Input material
• • • • • • •

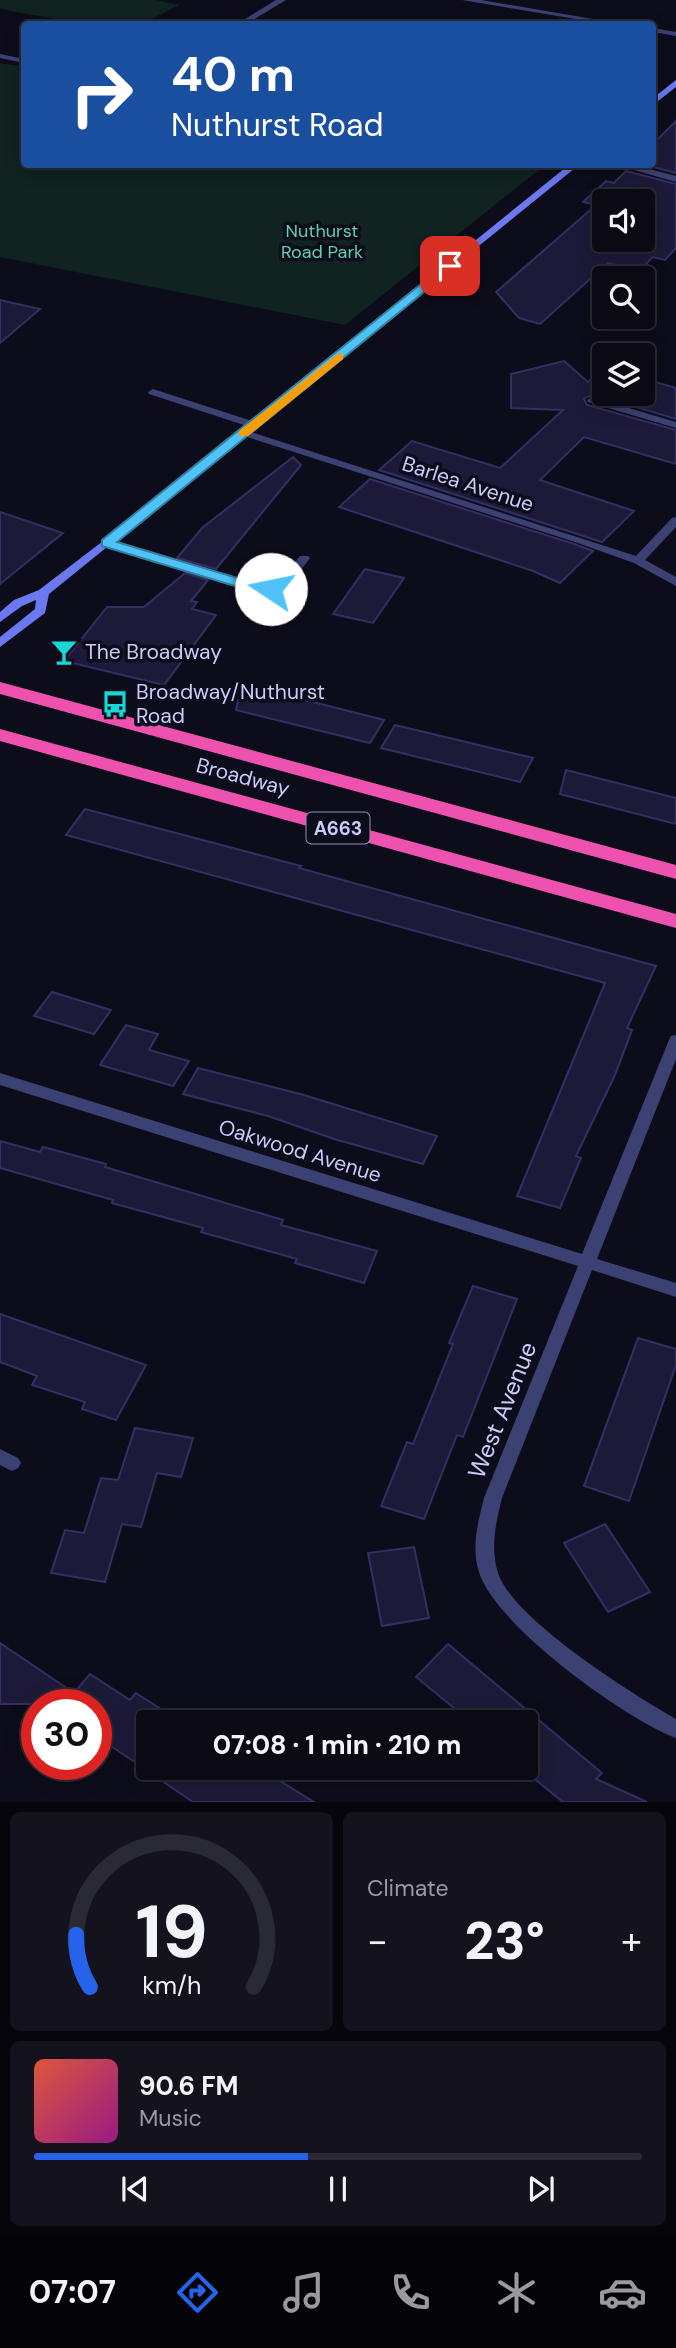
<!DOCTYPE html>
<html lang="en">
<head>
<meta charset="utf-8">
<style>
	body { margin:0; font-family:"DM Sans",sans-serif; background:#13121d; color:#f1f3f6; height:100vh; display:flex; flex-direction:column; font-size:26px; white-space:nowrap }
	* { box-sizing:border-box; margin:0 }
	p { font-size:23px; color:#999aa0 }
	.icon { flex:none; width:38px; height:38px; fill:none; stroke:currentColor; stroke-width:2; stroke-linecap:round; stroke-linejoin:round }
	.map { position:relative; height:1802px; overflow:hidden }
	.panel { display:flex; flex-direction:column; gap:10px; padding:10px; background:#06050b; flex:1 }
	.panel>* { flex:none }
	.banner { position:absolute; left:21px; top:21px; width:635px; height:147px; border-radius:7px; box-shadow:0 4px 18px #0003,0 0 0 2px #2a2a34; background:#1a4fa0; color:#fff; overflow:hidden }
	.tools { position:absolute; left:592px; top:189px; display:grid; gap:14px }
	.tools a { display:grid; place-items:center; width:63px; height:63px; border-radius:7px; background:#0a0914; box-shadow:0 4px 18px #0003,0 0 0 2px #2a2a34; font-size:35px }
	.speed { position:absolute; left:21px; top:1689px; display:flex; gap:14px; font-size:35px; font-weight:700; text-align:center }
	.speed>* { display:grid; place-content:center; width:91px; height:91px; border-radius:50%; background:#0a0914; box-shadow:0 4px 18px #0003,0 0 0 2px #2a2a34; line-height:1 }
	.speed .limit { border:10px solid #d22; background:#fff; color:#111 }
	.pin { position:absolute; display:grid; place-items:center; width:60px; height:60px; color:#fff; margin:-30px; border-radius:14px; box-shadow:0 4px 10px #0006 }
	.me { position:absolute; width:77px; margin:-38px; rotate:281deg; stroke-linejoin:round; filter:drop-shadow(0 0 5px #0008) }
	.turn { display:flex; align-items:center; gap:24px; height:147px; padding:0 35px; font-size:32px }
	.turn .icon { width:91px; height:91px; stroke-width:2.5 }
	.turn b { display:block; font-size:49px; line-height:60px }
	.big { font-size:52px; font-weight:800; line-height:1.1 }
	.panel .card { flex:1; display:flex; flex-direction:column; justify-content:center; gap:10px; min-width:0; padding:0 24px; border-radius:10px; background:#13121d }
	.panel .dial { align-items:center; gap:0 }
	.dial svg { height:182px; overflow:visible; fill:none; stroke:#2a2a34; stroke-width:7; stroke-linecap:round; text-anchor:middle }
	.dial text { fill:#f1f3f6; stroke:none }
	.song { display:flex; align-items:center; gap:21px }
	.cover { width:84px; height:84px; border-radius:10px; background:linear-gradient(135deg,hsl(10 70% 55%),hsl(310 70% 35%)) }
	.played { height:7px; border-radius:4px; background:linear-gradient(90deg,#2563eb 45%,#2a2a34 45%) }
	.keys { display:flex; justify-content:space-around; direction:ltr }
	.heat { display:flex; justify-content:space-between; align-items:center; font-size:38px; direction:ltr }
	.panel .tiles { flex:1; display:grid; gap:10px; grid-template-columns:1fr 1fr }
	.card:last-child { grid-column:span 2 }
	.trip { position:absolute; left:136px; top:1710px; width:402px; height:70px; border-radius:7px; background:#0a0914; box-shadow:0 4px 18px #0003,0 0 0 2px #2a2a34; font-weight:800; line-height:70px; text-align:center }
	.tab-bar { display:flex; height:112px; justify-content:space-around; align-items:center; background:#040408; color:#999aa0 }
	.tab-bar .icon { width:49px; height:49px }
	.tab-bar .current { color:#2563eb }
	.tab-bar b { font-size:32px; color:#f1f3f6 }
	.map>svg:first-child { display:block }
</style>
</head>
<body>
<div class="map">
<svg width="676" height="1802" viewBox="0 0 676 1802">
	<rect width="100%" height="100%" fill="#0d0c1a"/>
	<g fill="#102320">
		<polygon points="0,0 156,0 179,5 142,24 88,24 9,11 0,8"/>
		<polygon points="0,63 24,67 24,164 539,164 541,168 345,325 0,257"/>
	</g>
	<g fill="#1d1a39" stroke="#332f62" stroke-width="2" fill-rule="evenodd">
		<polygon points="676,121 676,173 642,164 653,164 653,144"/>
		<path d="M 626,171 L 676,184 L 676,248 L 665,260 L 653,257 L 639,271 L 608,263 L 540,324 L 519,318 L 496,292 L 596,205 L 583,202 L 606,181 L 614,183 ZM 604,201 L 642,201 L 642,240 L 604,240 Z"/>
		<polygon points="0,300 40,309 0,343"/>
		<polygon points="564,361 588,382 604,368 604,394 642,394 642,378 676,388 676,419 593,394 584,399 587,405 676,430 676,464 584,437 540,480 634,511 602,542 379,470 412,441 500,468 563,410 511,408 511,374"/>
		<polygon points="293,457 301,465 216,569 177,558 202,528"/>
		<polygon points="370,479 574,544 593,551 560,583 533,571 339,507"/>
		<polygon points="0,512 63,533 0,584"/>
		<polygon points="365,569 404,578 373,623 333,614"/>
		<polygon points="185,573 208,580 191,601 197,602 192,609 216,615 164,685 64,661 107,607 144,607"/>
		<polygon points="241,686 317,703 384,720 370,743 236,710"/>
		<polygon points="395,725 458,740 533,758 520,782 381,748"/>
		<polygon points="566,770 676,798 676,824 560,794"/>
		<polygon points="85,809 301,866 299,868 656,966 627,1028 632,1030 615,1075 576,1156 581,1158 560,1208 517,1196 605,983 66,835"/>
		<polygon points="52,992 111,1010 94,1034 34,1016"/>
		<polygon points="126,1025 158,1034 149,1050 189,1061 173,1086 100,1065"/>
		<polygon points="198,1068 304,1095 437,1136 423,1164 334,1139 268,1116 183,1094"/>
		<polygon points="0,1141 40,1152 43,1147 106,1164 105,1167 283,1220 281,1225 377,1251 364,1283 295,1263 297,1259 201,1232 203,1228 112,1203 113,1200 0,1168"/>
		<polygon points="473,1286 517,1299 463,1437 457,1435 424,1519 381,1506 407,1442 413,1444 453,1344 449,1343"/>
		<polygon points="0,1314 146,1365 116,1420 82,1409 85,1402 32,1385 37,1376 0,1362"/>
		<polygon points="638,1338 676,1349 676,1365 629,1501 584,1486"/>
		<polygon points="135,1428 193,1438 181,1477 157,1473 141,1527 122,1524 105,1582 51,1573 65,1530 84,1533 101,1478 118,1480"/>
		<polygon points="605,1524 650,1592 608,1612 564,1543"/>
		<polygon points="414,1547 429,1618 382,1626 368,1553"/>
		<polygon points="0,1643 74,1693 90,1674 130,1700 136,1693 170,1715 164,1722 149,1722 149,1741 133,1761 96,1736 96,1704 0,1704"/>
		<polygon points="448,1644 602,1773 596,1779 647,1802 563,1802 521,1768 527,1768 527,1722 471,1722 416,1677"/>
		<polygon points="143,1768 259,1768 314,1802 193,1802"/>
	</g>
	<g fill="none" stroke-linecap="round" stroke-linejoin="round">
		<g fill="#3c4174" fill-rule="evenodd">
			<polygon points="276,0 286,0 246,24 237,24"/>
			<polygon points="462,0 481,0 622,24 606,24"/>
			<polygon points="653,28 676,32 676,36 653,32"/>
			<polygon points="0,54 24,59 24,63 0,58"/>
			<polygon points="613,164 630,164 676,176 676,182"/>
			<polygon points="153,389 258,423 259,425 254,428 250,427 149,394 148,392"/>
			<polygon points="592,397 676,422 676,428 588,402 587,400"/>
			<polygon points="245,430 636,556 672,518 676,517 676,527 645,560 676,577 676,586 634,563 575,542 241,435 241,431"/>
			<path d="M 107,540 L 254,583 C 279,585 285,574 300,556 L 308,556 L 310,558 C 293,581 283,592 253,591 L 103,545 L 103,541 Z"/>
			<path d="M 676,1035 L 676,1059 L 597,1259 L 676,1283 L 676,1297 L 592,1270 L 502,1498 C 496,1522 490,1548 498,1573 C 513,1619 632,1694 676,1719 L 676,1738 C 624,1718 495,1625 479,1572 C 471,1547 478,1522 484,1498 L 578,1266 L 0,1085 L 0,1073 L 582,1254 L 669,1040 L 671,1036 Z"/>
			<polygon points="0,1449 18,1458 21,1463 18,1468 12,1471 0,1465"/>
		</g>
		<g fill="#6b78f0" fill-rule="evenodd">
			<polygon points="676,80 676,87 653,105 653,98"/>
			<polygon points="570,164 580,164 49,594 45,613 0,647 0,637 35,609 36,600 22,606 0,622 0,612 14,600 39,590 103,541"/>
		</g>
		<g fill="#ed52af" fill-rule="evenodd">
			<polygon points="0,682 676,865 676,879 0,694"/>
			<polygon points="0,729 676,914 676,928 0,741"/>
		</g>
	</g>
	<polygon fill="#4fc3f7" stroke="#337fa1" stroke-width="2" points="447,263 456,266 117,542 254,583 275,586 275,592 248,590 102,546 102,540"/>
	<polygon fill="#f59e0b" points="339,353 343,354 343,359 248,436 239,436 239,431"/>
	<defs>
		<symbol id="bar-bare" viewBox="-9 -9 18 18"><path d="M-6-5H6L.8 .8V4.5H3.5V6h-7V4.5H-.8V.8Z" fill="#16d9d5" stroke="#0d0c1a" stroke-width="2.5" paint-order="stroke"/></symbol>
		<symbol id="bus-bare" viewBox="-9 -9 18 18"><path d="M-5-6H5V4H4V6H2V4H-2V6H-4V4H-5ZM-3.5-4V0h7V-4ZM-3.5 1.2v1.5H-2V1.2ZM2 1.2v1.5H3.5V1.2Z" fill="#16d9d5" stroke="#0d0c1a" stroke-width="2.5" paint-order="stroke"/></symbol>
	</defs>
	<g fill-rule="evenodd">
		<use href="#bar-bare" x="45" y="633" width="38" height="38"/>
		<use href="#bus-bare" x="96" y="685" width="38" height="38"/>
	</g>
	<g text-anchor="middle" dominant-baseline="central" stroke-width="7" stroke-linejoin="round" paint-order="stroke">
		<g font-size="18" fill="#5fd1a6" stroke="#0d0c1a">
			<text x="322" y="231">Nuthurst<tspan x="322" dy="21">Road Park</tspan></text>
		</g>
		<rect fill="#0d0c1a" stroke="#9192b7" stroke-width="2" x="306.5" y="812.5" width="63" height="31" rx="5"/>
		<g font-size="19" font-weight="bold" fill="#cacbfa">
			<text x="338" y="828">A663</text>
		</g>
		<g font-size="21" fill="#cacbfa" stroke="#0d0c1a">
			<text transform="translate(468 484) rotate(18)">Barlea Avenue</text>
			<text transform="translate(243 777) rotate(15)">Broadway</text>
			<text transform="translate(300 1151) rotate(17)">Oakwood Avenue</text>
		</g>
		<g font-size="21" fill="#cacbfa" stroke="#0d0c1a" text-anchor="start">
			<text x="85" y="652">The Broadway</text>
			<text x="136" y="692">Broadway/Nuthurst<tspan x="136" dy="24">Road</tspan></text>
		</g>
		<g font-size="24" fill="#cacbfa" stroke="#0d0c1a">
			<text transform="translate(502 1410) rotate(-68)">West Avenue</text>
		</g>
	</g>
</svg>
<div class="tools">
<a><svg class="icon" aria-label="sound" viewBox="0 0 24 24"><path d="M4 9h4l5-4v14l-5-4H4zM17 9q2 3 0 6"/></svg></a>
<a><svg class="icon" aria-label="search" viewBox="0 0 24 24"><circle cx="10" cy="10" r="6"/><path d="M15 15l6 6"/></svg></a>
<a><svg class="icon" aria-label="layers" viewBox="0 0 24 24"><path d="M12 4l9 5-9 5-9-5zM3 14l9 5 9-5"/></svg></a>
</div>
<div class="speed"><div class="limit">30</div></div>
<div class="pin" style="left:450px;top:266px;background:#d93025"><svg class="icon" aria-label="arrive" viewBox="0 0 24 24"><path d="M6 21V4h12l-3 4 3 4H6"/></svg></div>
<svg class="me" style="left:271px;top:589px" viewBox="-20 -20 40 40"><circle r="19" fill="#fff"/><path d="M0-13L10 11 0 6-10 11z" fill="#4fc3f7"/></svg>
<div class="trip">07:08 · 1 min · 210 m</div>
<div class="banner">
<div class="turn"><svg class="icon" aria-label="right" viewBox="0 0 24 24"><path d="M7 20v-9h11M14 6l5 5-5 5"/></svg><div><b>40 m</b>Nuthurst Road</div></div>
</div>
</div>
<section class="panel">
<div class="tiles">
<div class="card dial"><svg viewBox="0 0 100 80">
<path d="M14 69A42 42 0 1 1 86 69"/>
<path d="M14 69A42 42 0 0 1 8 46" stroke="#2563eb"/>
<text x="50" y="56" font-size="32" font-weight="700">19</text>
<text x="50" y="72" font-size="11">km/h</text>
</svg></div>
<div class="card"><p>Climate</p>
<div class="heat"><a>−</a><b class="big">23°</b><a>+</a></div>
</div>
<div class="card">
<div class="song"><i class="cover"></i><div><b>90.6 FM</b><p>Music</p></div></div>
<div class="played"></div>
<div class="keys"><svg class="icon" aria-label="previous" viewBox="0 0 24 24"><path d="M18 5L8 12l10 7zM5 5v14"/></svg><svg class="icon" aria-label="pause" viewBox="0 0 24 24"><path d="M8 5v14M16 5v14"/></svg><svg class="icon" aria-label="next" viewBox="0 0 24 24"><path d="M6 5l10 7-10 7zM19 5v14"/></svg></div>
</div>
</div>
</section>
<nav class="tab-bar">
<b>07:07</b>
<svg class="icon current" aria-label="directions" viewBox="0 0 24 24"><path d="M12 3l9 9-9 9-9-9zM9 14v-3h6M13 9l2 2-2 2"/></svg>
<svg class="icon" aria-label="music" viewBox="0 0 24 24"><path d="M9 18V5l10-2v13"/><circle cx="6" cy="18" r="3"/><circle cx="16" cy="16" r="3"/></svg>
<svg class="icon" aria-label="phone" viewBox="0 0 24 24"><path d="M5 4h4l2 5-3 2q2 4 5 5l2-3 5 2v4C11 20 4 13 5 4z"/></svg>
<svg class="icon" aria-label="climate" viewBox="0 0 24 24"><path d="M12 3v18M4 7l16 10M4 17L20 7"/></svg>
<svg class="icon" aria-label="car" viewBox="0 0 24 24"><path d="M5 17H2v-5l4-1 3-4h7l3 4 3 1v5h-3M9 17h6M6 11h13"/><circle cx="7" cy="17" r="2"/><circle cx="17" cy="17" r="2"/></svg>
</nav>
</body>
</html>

• • • • • • •

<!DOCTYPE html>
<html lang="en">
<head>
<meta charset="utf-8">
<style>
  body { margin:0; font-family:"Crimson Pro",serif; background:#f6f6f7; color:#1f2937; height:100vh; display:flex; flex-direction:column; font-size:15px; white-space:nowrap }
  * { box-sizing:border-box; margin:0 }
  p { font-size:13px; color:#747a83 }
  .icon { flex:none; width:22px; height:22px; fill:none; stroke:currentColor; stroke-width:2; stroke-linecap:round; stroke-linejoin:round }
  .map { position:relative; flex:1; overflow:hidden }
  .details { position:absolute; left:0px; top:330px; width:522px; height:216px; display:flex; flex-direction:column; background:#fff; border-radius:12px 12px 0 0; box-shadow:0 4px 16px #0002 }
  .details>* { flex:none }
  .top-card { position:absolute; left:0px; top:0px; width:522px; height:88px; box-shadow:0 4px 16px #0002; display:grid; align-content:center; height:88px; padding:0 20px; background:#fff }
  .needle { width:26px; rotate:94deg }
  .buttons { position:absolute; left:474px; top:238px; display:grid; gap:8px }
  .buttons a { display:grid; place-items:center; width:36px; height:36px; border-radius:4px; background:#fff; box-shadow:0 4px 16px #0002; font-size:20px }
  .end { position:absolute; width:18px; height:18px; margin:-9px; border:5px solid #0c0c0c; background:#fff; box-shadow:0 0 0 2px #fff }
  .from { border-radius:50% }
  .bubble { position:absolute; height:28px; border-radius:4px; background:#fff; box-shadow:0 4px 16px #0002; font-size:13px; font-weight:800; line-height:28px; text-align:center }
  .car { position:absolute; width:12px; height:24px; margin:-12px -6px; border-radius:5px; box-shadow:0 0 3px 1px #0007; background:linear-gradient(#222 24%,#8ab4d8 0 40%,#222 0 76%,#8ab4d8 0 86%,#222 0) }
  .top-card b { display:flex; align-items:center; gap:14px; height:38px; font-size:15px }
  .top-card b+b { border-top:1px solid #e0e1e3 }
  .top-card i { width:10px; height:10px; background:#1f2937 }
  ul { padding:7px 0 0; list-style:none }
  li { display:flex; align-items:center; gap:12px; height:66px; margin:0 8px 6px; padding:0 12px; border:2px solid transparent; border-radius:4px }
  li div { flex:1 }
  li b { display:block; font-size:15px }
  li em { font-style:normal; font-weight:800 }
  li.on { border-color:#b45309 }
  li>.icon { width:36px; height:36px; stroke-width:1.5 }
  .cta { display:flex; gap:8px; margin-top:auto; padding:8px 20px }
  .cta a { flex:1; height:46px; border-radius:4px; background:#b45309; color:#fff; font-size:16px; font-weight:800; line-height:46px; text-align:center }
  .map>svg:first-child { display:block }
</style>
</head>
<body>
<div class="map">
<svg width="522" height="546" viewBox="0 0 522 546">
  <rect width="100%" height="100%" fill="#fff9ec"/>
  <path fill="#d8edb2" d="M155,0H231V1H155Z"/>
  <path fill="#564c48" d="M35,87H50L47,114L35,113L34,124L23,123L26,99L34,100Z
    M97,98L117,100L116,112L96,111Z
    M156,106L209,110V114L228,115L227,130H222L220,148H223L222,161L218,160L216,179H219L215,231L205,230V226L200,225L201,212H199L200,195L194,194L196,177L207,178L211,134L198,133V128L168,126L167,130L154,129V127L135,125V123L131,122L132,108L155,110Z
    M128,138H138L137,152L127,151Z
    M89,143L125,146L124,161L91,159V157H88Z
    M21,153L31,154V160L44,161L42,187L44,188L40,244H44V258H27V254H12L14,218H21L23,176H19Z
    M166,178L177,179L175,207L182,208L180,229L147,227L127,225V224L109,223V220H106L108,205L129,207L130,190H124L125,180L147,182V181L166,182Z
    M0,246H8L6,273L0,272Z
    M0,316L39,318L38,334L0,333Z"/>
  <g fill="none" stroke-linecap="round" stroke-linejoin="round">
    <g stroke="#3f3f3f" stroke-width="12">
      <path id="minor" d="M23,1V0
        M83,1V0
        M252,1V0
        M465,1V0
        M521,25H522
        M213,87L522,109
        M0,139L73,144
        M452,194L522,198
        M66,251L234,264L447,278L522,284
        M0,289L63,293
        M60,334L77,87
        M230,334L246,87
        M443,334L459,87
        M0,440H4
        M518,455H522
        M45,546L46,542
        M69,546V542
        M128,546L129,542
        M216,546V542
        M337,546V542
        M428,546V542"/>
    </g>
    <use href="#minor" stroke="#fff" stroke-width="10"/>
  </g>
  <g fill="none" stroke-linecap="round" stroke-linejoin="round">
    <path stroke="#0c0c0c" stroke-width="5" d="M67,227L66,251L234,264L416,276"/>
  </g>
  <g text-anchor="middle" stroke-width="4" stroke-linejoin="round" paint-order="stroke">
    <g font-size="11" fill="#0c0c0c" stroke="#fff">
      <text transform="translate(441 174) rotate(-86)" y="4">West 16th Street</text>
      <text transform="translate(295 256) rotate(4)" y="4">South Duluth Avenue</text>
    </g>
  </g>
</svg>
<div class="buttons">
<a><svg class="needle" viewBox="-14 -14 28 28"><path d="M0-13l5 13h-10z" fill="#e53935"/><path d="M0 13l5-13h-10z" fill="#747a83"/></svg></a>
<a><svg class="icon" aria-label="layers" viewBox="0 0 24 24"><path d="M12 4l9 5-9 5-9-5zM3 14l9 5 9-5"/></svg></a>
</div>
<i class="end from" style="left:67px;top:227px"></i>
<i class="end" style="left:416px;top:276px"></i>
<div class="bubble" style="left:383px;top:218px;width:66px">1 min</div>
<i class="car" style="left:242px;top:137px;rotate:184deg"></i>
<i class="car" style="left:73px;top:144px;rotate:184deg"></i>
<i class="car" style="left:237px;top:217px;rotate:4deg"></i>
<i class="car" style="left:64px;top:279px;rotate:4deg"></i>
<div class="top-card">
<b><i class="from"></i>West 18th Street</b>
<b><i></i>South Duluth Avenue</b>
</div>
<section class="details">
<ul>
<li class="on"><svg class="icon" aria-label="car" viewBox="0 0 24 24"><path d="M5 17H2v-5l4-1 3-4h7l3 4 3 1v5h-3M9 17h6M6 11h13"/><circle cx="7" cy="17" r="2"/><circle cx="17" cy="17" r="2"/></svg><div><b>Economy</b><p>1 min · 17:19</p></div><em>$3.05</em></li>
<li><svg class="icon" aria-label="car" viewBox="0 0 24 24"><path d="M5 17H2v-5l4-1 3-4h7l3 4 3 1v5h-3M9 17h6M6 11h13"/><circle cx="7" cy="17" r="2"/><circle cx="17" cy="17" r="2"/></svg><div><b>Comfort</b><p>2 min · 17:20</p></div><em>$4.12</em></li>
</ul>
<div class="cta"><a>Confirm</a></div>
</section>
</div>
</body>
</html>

• • • • • • •

Your instructions
Transcribe the records above exactly, beginning at the line that contains "position:absolute; height:28px; border-radius:4px;" and ending with the line that contains "display:flex; align-items:center; gap:12px;", both included, and nothing else.

Result below
  .bubble { position:absolute; height:28px; border-radius:4px; background:#fff; box-shadow:0 4px 16px #0002; font-size:13px; font-weight:800; line-height:28px; text-align:center }
  .car { position:absolute; width:12px; height:24px; margin:-12px -6px; border-radius:5px; box-shadow:0 0 3px 1px #0007; background:linear-gradient(#222 24%,#8ab4d8 0 40%,#222 0 76%,#8ab4d8 0 86%,#222 0) }
  .top-card b { display:flex; align-items:center; gap:14px; height:38px; font-size:15px }
  .top-card b+b { border-top:1px solid #e0e1e3 }
  .top-card i { width:10px; height:10px; background:#1f2937 }
  ul { padding:7px 0 0; list-style:none }
  li { display:flex; align-items:center; gap:12px; height:66px; margin:0 8px 6px; padding:0 12px; border:2px solid transparent; border-radius:4px }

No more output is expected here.